Bill Chaisson

The Claremont city Council meeting of this past Wednesday ought to be an object lesson to all communities: don’t let this happen to you. Trish Killay, the target of online harassment and doxxing by city Councilor Jon Stone, and other residents of Claremont objected to both the uncivil nature of discourse on the subject of the Nativity on the common and the online behavior of Stone and some of his Facebook friends. Knowing what was coming, Mayor Charlene Lovett explained before anyone spoke that the code of conduct policy for Claremont public officials was last updated in 2003 and therefore did not give any guidance for online conduct.

Here we are in the “live free or die” state where we try to keep government rules to a minimum. Why is this the tradition in New Hampshire? It is my understanding that it because we are supposed to be “self governing” to a great extent. There are plenty of other sources of a code of conduct: your religion and your church, your secular education, and your family. All of these things are supposed to add up to an idea of what is right and what is wrong. A couple of weeks ago I cited a 2014 Pew Research Center survey of New Hampshire and the majority (58 percent) of respondents said that they used “common sense” to distinguish right and wrong.

When we talk about right and wrong, it is certainly not the same as speaking about legal and illegal. It isn’t even the same as being inside guidelines set by written policy or outside of them. All of us are to some extent (unfortunately to some of us to a lesser extent) governed by a sense of propriety or etiquette. The idea of moral behavior being important to preservation of a civil society is, like so many good ideas, a product of the Enlightenment. 

There have been some comments on social media that Councilor Stone is simply exercising his First Amendment rights in his disagreement with Sam Killay, who has chosen to be the public face of a faction that believes the Nativity should not be on government land. This confuses what is narrowly legal with what is broadly right. It may be legal to go looking for personal information online, repost it and make fun of people, but is it right? You may say, “Well, it was just a bit of fun.” There are two problems with this reaction. First, where is the line between simply teasing and bullying? Second, should an elected official acting on a quasi-public platform like Facebook hold him or herself to a higher standard? What about the people he’s been elected to represent?  Should they?
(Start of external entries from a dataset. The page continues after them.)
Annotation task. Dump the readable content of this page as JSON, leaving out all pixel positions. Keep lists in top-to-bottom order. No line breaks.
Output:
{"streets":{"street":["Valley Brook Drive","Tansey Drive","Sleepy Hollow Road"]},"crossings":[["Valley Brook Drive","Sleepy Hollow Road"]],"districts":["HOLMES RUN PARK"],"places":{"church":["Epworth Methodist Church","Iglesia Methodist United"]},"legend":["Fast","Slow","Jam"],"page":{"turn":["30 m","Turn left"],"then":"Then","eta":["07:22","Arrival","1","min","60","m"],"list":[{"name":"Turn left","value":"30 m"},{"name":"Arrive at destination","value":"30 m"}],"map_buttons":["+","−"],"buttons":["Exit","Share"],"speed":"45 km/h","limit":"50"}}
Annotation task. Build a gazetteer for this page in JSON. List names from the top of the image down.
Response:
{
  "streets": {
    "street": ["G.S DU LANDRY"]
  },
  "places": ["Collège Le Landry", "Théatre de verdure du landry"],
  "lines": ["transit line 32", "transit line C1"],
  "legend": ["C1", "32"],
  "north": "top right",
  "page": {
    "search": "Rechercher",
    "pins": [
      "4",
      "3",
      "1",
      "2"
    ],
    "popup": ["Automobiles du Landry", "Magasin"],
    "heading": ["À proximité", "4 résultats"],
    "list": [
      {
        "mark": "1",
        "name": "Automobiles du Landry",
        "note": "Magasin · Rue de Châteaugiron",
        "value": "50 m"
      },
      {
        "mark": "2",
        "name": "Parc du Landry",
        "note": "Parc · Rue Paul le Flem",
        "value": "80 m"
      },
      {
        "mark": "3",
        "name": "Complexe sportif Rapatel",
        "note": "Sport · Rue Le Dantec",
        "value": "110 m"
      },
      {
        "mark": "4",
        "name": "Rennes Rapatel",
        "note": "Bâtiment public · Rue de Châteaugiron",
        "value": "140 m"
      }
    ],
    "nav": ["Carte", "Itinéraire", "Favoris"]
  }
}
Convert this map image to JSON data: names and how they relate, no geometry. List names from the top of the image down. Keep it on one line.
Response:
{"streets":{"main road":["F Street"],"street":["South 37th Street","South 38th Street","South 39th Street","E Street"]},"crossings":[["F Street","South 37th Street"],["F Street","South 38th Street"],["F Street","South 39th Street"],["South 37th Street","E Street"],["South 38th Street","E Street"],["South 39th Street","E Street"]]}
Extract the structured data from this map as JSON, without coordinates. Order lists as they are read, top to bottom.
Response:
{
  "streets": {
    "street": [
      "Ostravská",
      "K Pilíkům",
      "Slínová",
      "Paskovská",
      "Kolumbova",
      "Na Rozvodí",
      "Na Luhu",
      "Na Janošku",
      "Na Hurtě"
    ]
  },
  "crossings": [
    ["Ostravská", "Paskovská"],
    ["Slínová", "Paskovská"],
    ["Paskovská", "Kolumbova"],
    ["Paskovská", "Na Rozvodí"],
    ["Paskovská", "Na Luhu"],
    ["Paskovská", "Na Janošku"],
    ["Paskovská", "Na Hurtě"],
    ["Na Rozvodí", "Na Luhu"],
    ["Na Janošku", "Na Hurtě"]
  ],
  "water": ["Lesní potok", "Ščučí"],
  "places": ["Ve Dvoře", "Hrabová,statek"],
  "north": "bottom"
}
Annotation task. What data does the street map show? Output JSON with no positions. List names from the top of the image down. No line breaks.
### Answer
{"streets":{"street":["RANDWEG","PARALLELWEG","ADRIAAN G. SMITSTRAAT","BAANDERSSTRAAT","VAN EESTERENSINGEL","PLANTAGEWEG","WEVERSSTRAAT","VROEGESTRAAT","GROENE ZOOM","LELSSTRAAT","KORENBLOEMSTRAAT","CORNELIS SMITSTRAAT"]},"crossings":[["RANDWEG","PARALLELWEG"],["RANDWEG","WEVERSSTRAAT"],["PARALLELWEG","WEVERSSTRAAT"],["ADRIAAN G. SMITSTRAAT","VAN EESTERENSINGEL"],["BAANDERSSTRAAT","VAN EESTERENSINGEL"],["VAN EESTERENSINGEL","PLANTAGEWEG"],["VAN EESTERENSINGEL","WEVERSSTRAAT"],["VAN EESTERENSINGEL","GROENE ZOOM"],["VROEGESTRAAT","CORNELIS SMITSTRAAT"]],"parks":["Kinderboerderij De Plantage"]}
“Doxxing” is short for “documenting” (Word document names end in .docx). It is a good example of  behavior that is not illegal but is still bad behavior. Some journalists do it to flush out people or to shame them (shame on those journalists), but anyone who knows how to use a browser and search engine can do it. Mr. Stone trawled the internet and found wedding pictures, a place of work, and an address. He and his FB friends then proceeded to make editorial comments that were judgmental to say the least. Some of the comments were double entendres jokes using the language associated with threats of violence. This kind of thing is funny among people who know each other. When you direct it at people you don’t know, the humor drains out of it quickly. 

Doxxing is becoming illegal in some jurisdictions, being classified as a form of harassment, but is probably not illegal around here because as the “live free or die” state we expect people to police their own behavior. 

We look forward to the revised Claremont city government code of conduct policy, but most people don’t need a government policy to behave themselves.  

Bill Chaisson is the editor of the Eagle Times.